**Given entries:**
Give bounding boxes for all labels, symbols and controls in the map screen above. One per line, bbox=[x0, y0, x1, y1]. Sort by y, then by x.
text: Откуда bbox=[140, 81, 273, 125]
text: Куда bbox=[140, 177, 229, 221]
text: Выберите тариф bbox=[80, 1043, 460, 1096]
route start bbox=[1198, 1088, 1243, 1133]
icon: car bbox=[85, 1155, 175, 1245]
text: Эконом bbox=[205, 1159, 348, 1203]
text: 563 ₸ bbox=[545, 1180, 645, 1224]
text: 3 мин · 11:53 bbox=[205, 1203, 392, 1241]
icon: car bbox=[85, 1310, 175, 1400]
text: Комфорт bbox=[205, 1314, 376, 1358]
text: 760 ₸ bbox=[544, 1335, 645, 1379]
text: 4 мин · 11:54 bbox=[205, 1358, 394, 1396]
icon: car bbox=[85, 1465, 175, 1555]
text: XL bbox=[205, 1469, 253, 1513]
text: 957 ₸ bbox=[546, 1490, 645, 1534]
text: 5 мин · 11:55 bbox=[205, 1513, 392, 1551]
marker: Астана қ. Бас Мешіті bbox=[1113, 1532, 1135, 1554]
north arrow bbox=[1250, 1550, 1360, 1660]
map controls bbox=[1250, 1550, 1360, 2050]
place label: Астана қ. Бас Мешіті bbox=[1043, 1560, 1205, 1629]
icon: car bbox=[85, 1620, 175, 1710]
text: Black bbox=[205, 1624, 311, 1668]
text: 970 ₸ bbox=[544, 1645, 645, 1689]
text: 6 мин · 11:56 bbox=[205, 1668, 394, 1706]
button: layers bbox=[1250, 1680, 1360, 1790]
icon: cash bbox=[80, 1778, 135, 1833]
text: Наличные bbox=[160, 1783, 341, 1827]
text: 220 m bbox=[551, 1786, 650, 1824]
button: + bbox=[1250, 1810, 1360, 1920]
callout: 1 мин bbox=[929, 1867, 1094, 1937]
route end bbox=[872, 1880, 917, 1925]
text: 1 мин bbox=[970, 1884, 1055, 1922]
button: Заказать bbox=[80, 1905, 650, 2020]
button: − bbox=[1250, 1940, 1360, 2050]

**Work to be completed:**
Output all preceding records character for character.

**Task response:**
Give bounding boxes for all labels, symbols and controls in the map screen above. One per line, bbox=[x0, y0, x1, y1]. Sort by y, then by x.
text: Откуда bbox=[140, 81, 273, 125]
text: Куда bbox=[140, 177, 229, 221]
text: Выберите тариф bbox=[80, 1043, 460, 1096]
route start bbox=[1198, 1088, 1243, 1133]
icon: car bbox=[85, 1155, 175, 1245]
text: Эконом bbox=[205, 1159, 348, 1203]
text: 563 ₸ bbox=[545, 1180, 645, 1224]
text: 3 мин · 11:53 bbox=[205, 1203, 392, 1241]
icon: car bbox=[85, 1310, 175, 1400]
text: Комфорт bbox=[205, 1314, 376, 1358]
text: 760 ₸ bbox=[544, 1335, 645, 1379]
text: 4 мин · 11:54 bbox=[205, 1358, 394, 1396]
icon: car bbox=[85, 1465, 175, 1555]
text: XL bbox=[205, 1469, 253, 1513]
text: 957 ₸ bbox=[546, 1490, 645, 1534]
text: 5 мин · 11:55 bbox=[205, 1513, 392, 1551]
marker: Астана қ. Бас Мешіті bbox=[1113, 1532, 1135, 1554]
north arrow bbox=[1250, 1550, 1360, 1660]
map controls bbox=[1250, 1550, 1360, 2050]
place label: Астана қ. Бас Мешіті bbox=[1043, 1560, 1205, 1629]
icon: car bbox=[85, 1620, 175, 1710]
text: Black bbox=[205, 1624, 311, 1668]
text: 970 ₸ bbox=[544, 1645, 645, 1689]
text: 6 мин · 11:56 bbox=[205, 1668, 394, 1706]
button: layers bbox=[1250, 1680, 1360, 1790]
icon: cash bbox=[80, 1778, 135, 1833]
text: Наличные bbox=[160, 1783, 341, 1827]
text: 220 m bbox=[551, 1786, 650, 1824]
button: + bbox=[1250, 1810, 1360, 1920]
callout: 1 мин bbox=[929, 1867, 1094, 1937]
route end bbox=[872, 1880, 917, 1925]
text: 1 мин bbox=[970, 1884, 1055, 1922]
button: Заказать bbox=[80, 1905, 650, 2020]
button: − bbox=[1250, 1940, 1360, 2050]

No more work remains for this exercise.